I ran across these pics of a 2005 GTO Judge concept. Too bad GM wasn't smart enough to put this beast into production. If they had, no one would be talking about the LS7. 

Engine Displacement: 6.4L (389 CID) 
Bore: 105.03mm (4.135”) 
Stroke: 92.00mm (3.622”) 
REV Limit: 7000 RPM 
Peak Hp: 575 Hp 6800 RPM 
Peak Tq: 500 Lb-Ft 5200 RPM 
Compression Ratio: 10.5:1 
Cam Shaft: Custom GM Hyd Roller 
Valve lift: 15.75mm (.620”) 
Cam Duration Int: 232 deg .050” Tappet 
Cam Duration Exh: 272 deg .050” Tappet 
90mm Throttle Body 
Dual Mass Air Flow sensors, Cold air induction system 

The only thing I'm not sure about is the exhaust. I can't copy and paste the pictures, so here's a link for your viewing pleasure. 

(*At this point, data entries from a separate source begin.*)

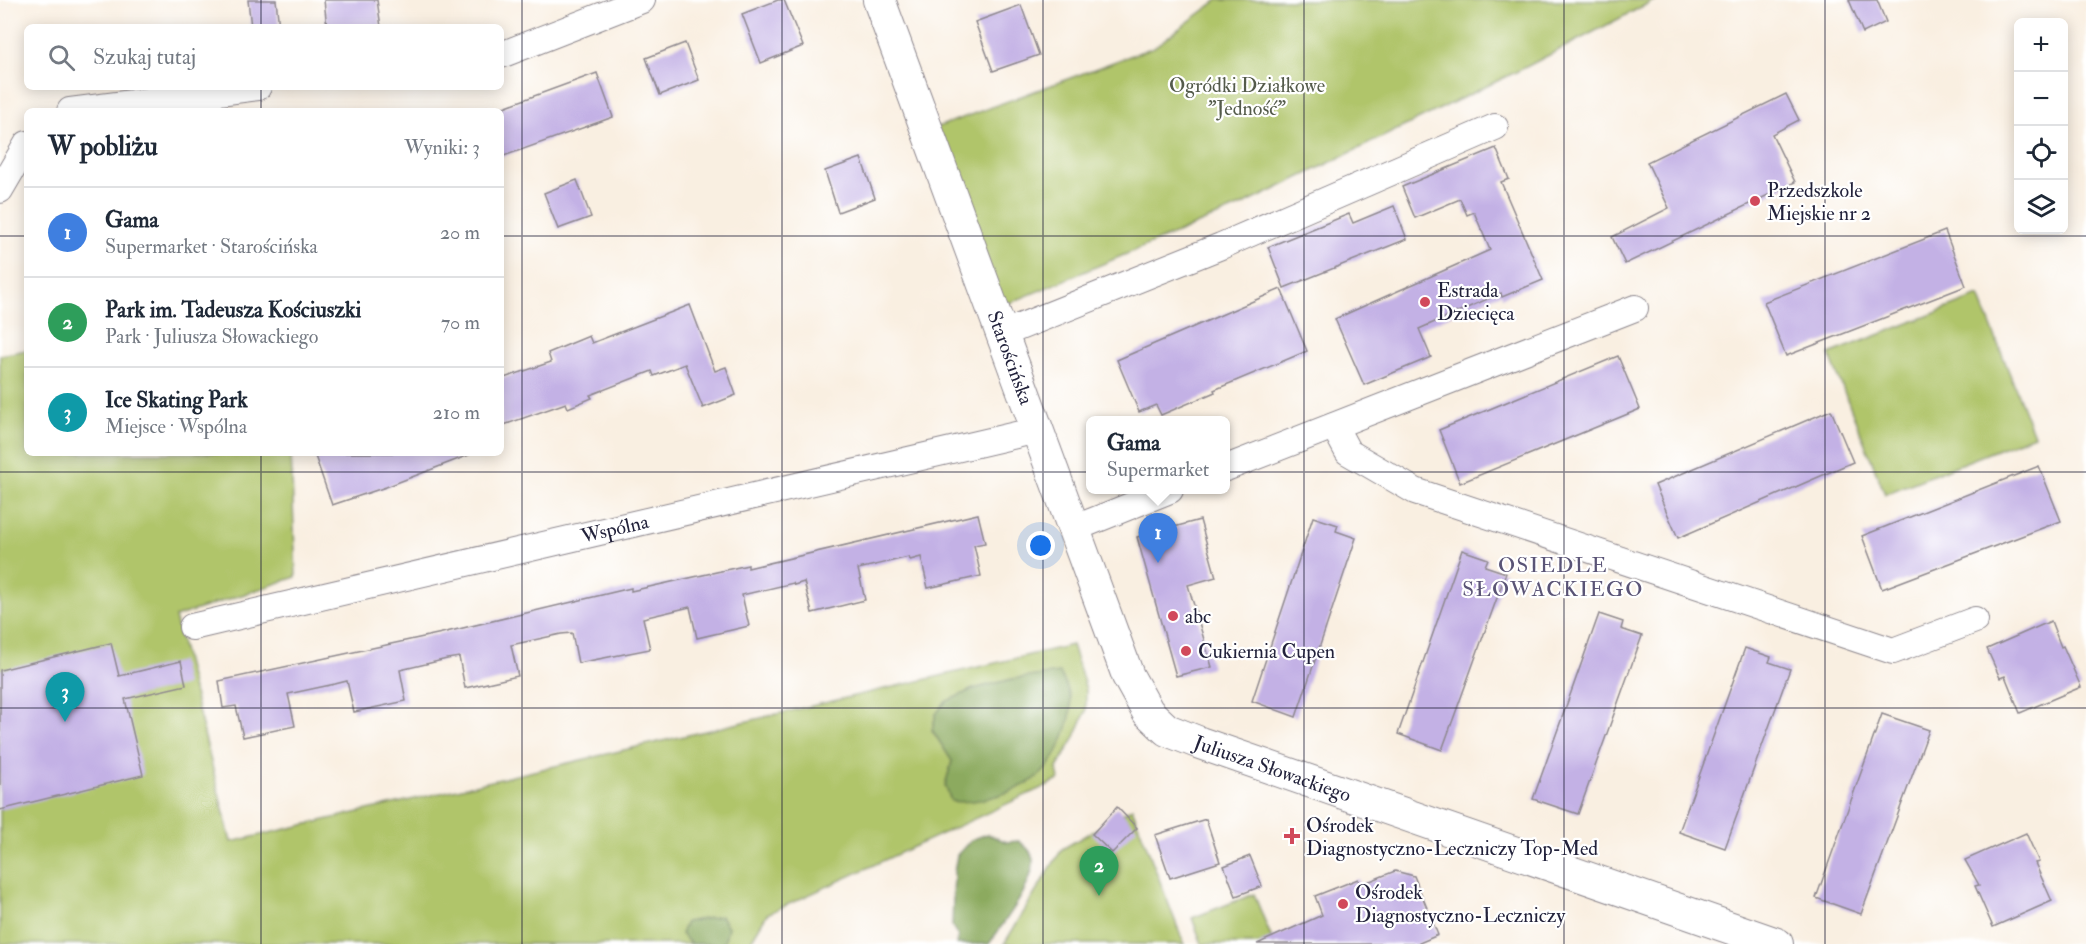 <!DOCTYPE html>
<html lang="pl">
<head>
<meta charset="utf-8">
<style>
	body { margin:0; font-family:"IM FELL Double Pica",serif; background:#f2f2f3; color:#1f2937 }
	.controls { position:absolute; right:18px; top:18px; display:grid; overflow:hidden; border-radius:9px; box-shadow:0 3px 15px #0003 }
	.controls button { width:54px; height:54px; display:grid; place-items:center; padding:0; border:0; border-bottom:2px solid #e0e1e3; background:#fff; color:#1f2937; font:30px sans-serif }
	.you { position:absolute; left:1041px; top:546px; width:21px; height:21px; margin:-15px; border:4px solid #fff; border-radius:50%; background:#1a73e8; box-shadow:0 0 0 9px #1a73e833 }
	.badge { display:grid; place-items:center; width:39px; height:39px; border-radius:50%; background:#d1495b; color:#fff; font-size:20px; font-weight:700 }
	.pin { position:absolute; translate:-50% -50px; filter:drop-shadow(0 2px 3px #0008) }
	.pin::after { content:''; position:absolute; top:32px; width:21px; height:18px; background:inherit; clip-path:polygon(0 0,100% 0,50% 100%) }
	.popup { position:absolute; left:1086px; top:416px; width:144px; height:78px; box-sizing:border-box; display:grid; place-content:center; border-radius:9px; background:#fff; filter:drop-shadow(0 2px 4px #0005); font-size:20px; white-space:nowrap; color:#747a83 }
	.popup b { font-size:22px; color:#1f2937 }
	.popup::after { content:''; position:absolute; left:50%; top:100%; margin-left:-12px; border:12px solid transparent; border-top-color:#fff }
	.list { margin:0; padding:0; list-style:none }
	h2 { display:flex; justify-content:space-between; align-items:center; height:78px; margin:0; padding:0 24px; font-size:26px }
	h2 small { font-size:20px; font-weight:400; color:#747a83 }
	.list li { display:grid; grid-template-columns:39px 1fr auto; gap:18px; align-items:center; box-sizing:border-box; height:90px; padding:0 24px; border-top:2px solid #e0e1e3 }
	.list b { display:block; font-size:22px; white-space:nowrap }
	.list p { margin:0; font-size:20px; white-space:nowrap; color:#747a83 }
	.list em { font-size:20px; font-style:normal; color:#747a83 }
	.icon { flex:none; width:33px; height:33px; fill:none; stroke:currentColor; stroke-width:2; stroke-linecap:round; stroke-linejoin:round }
	.map { position:relative; flex:none; width:2086px; height:944px; overflow:hidden }
	.search { position:absolute; background:#fff; box-shadow:0 3px 15px #0003; left:24px; top:24px; width:480px; height:66px; display:flex; align-items:center; gap:15px; box-sizing:border-box; padding:0 21px; border-radius:9px; color:#747a83; font-size:22px }
	.panel { position:absolute; background:#fff; box-shadow:0 3px 15px #0003; left:24px; top:108px; width:480px; height:348px; border-radius:9px }
	.map>svg:first-child { display:block }
</style>
</head>
<body>
<div class="map">
<svg width="2086" height="944" viewBox="0 0 2086 944">
	<rect width="100%" height="100%" fill="#fff"/>
	<filter id="ink" filterUnits="userSpaceOnUse"><feTurbulence type="fractalNoise" baseFrequency=".0167" numOctaves="2"/><feDisplacementMap in="SourceGraphic" scale="12" xChannelSelector="R" yChannelSelector="G"/><feConvolveMatrix kernelMatrix="1 2 1 2 8 2 1 2 1" color-interpolation-filters="sRGB"/></filter>
	<filter id="wash" filterUnits="userSpaceOnUse"><feTurbulence type="fractalNoise" baseFrequency=".008" numOctaves="4" result="noise"/><feDisplacementMap in="SourceGraphic" scale="24" xChannelSelector="R" yChannelSelector="G"/><feGaussianBlur stdDeviation="1.35" result="paint"/><feColorMatrix in="noise" values="0 0 0 0 0 0 0 0 0 0 0 0 0 0 0 0 0 1.4 0 .05"/><feComposite in="paint" operator="in"/></filter>
	<g filter="url(#wash)">
		<rect width="100%" height="100%" fill="#f9efe1"/>
		<g fill="#b0c56a" stroke="#697452" stroke-width="1.5">
			<path d="M1218,0H1655L1528,66L1241,206L993,310L927,131L1154,47Z"/>
			<path d="M1979,296L2034,435L1885,494L1829,354Z"/>
			<path d="M27,350V453H291L296,577L175,617L231,842L1072,645L1086,689V711L1074,739L1057,768L1059,780L767,914L749,944H0V355Z"/>
			<path d="M1132,808L1184,944H1004L1062,849Z"/>
			<path d="M1254,894L1274,944H1202L1192,918Z"/>
		</g>
		<g fill="#8caa5e" stroke="#57664c" stroke-width="1.5">
			<path d="M1060,673C1065,683 1072,696 1071,708C1070,727 1056,761 1041,774C1022,791 976,805 951,801L945,785L952,761L932,730L936,714L945,702L973,689L1012,679Z"/>
			<path d="M987,834L1007,842L1019,841C1025,846 1032,851 1033,860C1034,886 1003,923 989,944H957L958,936L952,926L954,872L957,855L971,840Z"/>
			<path d="M721,916L728,927L724,944H691L681,934L686,922Z"/>
		</g>
		<g id="blocks">
			<g fill="#c3b1e5">
				<path d="M248,0H276L279,27H251Z"/>
				<path d="M324,0H377L381,27H327Z"/>
				<path d="M778,0H784L803,46L761,63L742,14Z"/>
				<path d="M1849,0H1877L1886,22L1863,33Z"/>
				<path d="M1021,5L1039,55L993,71L975,22Z"/>
				<path d="M685,43L699,80L660,95L646,58Z"/>
				<path d="M597,73L613,117L501,157V108Z"/>
				<path d="M1786,94L1799,120L1772,134L1795,182L1625,264L1612,237L1669,208L1647,162Z"/>
				<path d="M1496,148L1509,179L1501,182L1543,280L1502,297L1501,293L1419,329L1431,357L1364,385L1335,319L1490,250L1474,212L1467,215L1460,199L1415,218L1402,187Z"/>
				<path d="M861,158L875,198L838,212L825,171Z"/>
				<path d="M577,180L591,217L558,229L544,193Z"/>
				<path d="M1394,206L1407,239L1284,288L1268,247L1349,214L1353,223Z"/>
				<path d="M1945,231L1966,286L1786,356L1764,302Z"/>
				<path d="M1281,289L1307,351L1214,390L1215,392L1161,415L1156,405L1139,412L1117,360Z"/>
				<path d="M690,305L715,371L726,367L736,395L703,408L685,364L654,376L652,371L590,395L592,398L568,408L566,403L501,426V379L551,362L548,353L589,336L592,343Z"/>
				<path d="M1618,356L1640,409L1460,483L1439,430Z"/>
				<path d="M1831,410L1853,462L1678,538L1655,485Z"/>
				<path d="M314,453H469V455L386,487L332,505Z"/>
				<path d="M2039,466L2061,521L1882,589L1862,536Z"/>
				<path d="M978,514L985,543L974,545L981,576L928,588L921,557L910,560L909,557L858,569L865,600L812,613L804,582L794,585L793,583L742,595L749,626L697,638L690,607L643,618L650,649L578,663L572,633L561,634L511,645L518,676L465,688L459,657L447,659L400,670L406,701L354,712L347,681L335,684L288,694L295,726L243,737L236,706L223,708L219,681L442,633L631,588V591L748,565V568Z"/>
				<path d="M1313,517L1338,525L1336,531L1356,538L1296,717L1252,701Z"/>
				<path d="M1200,520L1216,577L1188,585L1212,667L1176,676L1137,537Z"/>
				<path d="M1462,550L1488,559L1485,566L1506,573L1442,750L1398,734Z"/>
				<path d="M1599,614L1623,622L1621,629L1642,636L1578,814L1533,799Z"/>
				<path d="M2051,621L2061,647L2063,646L2081,687L2020,713L2005,676L2000,678L1987,649Z"/>
				<path d="M111,643L119,676L181,661L186,685L125,699L143,775L0,810V670Z"/>
				<path d="M1745,648L1771,657L1769,662L1790,669L1725,848L1679,832Z"/>
				<path d="M1882,714L1929,730L1861,914L1816,898Z"/>
				<path d="M1117,807L1137,828L1112,853L1092,834Z"/>
				<path d="M1206,819L1220,862L1170,878L1155,835Z"/>
				<path d="M2026,833L2039,862L2035,863L2052,901L1993,927L1975,886L1979,885L1965,860Z"/>
				<path d="M1250,856L1262,886L1236,896L1224,866Z"/>
				<path d="M1395,871L1414,876L1438,935L1417,944H1257L1322,915L1315,896L1358,879L1360,885Z"/>
			</g>
		</g>
	</g>
	<g filter="url(#ink)">
		<use href="#blocks" fill-opacity="0" stroke="#8e888e" stroke-width="1.5"/>
		<g fill="none" stroke-linecap="round" stroke-linejoin="round">
			<g stroke="#8e888e" stroke-width="28">
				<g id="minor">
					<path d="M501,55L642,0"/>
					<path d="M70,111L258,87"/>
					<path d="M0,190L27,144"/>
					<path d="M1002,334L1221,246L1495,127"/>
					<path d="M1334,426L1348,452L1415,491L1893,651L1975,620"/>
					<path d="M1226,468L1635,308"/>
					<path d="M1073,529L1170,490"/>
					<path id="s1" d="M192,627L1037,430"/>
				</g>
			</g>
			<g stroke="#8e888e" stroke-width="34">
				<g id="tertiary">
					<path id="s2" d="M879,0L1128,676L1148,712L1167,730L1200,743L1777,944"/>
				</g>
			</g>
			<use href="#minor" stroke="#fff" stroke-width="26"/>
			<use href="#tertiary" stroke="#fff" stroke-width="32"/>
		</g>
	</g>
	<path fill="none" stroke="#22223b" stroke-width="1.5" stroke-opacity="0.55" d="M261,0V27M522,0V944M782,0V944M1043,0V944M1304,0V944M1564,0V944M1825,0V944M261,87V111M0,236H27M501,236H2086M261,453V944M0,472H2086M0,708H2086"/>
	<g fill="#d1495b" stroke="#fff" stroke-width="2">
		<circle cx="1755" cy="201" r="6"/>
		<circle cx="1425" cy="302" r="6"/>
		<circle cx="1173" cy="616" r="6"/>
		<circle cx="1186" cy="651" r="6"/>
		<path d="M1289 827h6v6h6v6h-6v6h-6v-6h-6v-6h6z"/>
		<circle cx="1343" cy="904" r="6"/>
	</g>
	<g text-anchor="middle" dominant-baseline="central" stroke-width="4.5" stroke-linejoin="round" paint-order="stroke">
		<g font-size="20" fill="#545b4b" stroke="#fff">
			<text x="1247" y="85">Ogródki Działkowe<tspan x="1247" dy="23">"Jedność"</tspan></text>
		</g>
		<g font-size="20" fill="#22223b" stroke="#fff" text-anchor="start">
			<text x="1767" y="190">Przedszkole<tspan x="1767" dy="23">Miejskie nr 2</tspan></text>
			<text x="1437" y="290">Estrada<tspan x="1437" dy="23">Dziecięca</tspan></text>
			<text x="1185" y="616">abc</text>
			<text x="1198" y="651">Cukiernia Cupen</text>
			<text x="1306" y="825">Ośrodek<tspan x="1306" dy="23">Diagnostyczno-Leczniczy Top-Med</tspan></text>
			<text x="1355" y="892">Ośrodek<tspan x="1355" dy="23">Diagnostyczno-Leczniczy</tspan></text>
		</g>
		<g font-size="20" fill="#22223b" stroke="#fff">
			<text stroke="none"><textPath href="#s2" startOffset="381">Starościńska</textPath></text>
			<text stroke="none"><textPath href="#s1" startOffset="434">Wspólna</textPath></text>
			<text stroke="none"><textPath href="#s2" startOffset="900">Juliusza Słowackiego</textPath></text>
		</g>
		<g font-size="21" letter-spacing="1.5" fill="#5a5476" stroke="#fff">
			<text x="1553" y="565">OSIEDLE<tspan x="1553" dy="24">SŁOWACKIEGO</tspan></text>
		</g>
	</g>
</svg>
<div class="controls">
<button>+</button>
<button>−</button>
<button><svg class="icon" aria-label="locate" viewBox="0 0 24 24"><circle cx="12" cy="12" r="6"/><path d="M12 2v4M12 18v4M2 12h4M18 12h4"/></svg></button>
<button><svg class="icon" aria-label="layers" viewBox="0 0 24 24"><path d="M12 4l9 5-9 5-9-5zM3 14l9 5 9-5"/></svg></button>
</div>
<div class="you"></div>
<div class="pin badge" style="left:1158px;top:563px;background:#3f7fe0">1</div>
<div class="popup"><b>Gama</b>Supermarket</div>
<div class="pin badge" style="left:1099px;top:896px;background:#2e9e5b">2</div>
<div class="pin badge" style="left:65px;top:722px;background:#0f9aa8">3</div>
<div class="search"><svg class="icon" aria-label="search" viewBox="0 0 24 24"><circle cx="10" cy="10" r="6"/><path d="M15 15l6 6"/></svg>Szukaj tutaj</div>
<section class="panel">
<h2>W pobliżu<small>Wyniki: 3</small></h2>
<ul class="list">
<li><span class="badge" style="background:#3f7fe0">1</span><div><b>Gama</b><p>Supermarket · Starościńska</p></div><em>20 m</em></li>
<li><span class="badge" style="background:#2e9e5b">2</span><div><b>Park im. Tadeusza Kościuszki</b><p>Park · Juliusza Słowackiego</p></div><em>70 m</em></li>
<li><span class="badge" style="background:#0f9aa8">3</span><div><b>Ice Skating Park</b><p>Miejsce · Wspólna</p></div><em>210 m</em></li>
</ul>
</section>
</div>
</body>
</html>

http://www.gtoalley.com/2004gtob.html 

Talk about the "Gotta Have It" factor! What do you think?


----------



## pbmaniac2000 (Feb 13, 2006)

575 Horses. Sign me up on that one. Good find. :cheers


----------



## ModBoss2 (Nov 13, 2005)

And they'd be saying: What new Mustang

I like it, except for that exhaust. Eeeesh!




phantomblackgto said:


> I ran across these pics of a 2005 GTO Judge concept. Too bad GM wasn't smart enough to put this beast into production. If they had, no one would be talking about the LS7.
> 
> Engine Displacement: 6.4L (389 CID)
> Bore: 105.03mm (4.135”)
> ...


----------



## noz34me (Dec 15, 2005)

Yes, exhaust is reminiscent of the old Trans Am. I think it's hard to improve our our exhaust look.


----------



## Wing_Nut (Mar 6, 2005)

The exhaust is definitely goofy and the color would have to go but the sheet metal/plastic is nice. Agressive without being a cartoon. Of course that engine is acceptable.


----------



## GOATGIRL (Feb 6, 2006)

I've seen that picture! I wish I could get my hands on one....I love it!:cheers


----------



## Afterglow (Nov 1, 2004)

phantomblackgto said:


> I ran across these pics of a 2005 GTO Judge concept. Too bad GM wasn't smart enough to put this beast into production. If they had, no one would be talking about the LS7.
> 
> Engine Displacement: 6.4L (389 CID)
> Bore: 105.03mm (4.135”)
> ...


Thats actually a 2004, heavly modded for the SEMA show a couple years back.


----------



## phantomblackgto (Mar 16, 2006)

I don't care. I'll still take one (even in "Judge" orange)!


----------



## 707GTOLS2 (Aug 31, 2005)

phantomblackgto said:


> I don't care. I'll still take one (even in "Judge" orange)!


:agree 
When I bought a Denali instead in 04 I saw that in mid July and in a MotorTrend Article about a supposed "Judge" for 05 I said I had to have one. Along with the Article about "The Last Ride" TV Show where they Heavily Modded an 04 and had a JUDGE on it


----------



## mumrah (Apr 3, 2005)

I love the look of the wide body on it. Looks like real fat rubber will fit.arty:


----------



## baron_iv (Nov 17, 2005)

What *I* would like is those engine covers that double as air filters. That's sweet-looking. Especially if one were to use one of the several fiberglass hoods which have the hood scoops up front so they could actuall take some air in, and then guide the air back to those filters. The hood they have on it has scoops which are WAY too far back to do anything but evacuate heat.


----------